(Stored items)
BEGIN

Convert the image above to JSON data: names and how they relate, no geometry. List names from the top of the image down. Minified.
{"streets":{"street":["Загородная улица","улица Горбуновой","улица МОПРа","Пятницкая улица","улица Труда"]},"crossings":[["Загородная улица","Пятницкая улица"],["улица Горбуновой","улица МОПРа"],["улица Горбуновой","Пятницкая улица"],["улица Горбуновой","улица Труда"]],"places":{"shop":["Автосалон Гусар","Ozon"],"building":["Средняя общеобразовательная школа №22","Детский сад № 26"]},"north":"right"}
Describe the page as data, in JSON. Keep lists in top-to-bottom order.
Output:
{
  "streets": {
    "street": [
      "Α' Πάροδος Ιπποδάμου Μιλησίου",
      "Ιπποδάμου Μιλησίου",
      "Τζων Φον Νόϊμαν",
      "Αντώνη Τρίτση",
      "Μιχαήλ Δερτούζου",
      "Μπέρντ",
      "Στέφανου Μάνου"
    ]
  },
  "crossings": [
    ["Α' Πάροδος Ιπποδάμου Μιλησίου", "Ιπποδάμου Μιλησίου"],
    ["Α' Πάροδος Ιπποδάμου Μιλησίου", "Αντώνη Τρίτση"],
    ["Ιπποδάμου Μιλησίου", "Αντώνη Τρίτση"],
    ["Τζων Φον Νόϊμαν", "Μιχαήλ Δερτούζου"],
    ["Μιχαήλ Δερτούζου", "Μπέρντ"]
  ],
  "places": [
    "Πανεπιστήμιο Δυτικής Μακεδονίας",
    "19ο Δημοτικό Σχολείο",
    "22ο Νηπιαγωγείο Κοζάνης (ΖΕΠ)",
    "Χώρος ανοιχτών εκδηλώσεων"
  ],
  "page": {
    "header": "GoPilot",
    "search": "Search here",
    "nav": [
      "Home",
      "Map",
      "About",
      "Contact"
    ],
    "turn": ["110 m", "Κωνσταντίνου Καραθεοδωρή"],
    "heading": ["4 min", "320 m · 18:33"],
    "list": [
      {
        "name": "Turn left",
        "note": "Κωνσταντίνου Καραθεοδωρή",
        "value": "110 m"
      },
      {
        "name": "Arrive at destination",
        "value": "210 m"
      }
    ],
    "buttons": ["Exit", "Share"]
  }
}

END

ACTIVITY. In the records above, find each line holding "Τζων" and copy it.

RESPONSE TO THIS EXERCISE.
      "Τζων Φον Νόϊμαν",
    ["Τζων Φον Νόϊμαν", "Μιχαήλ Δερτούζου"],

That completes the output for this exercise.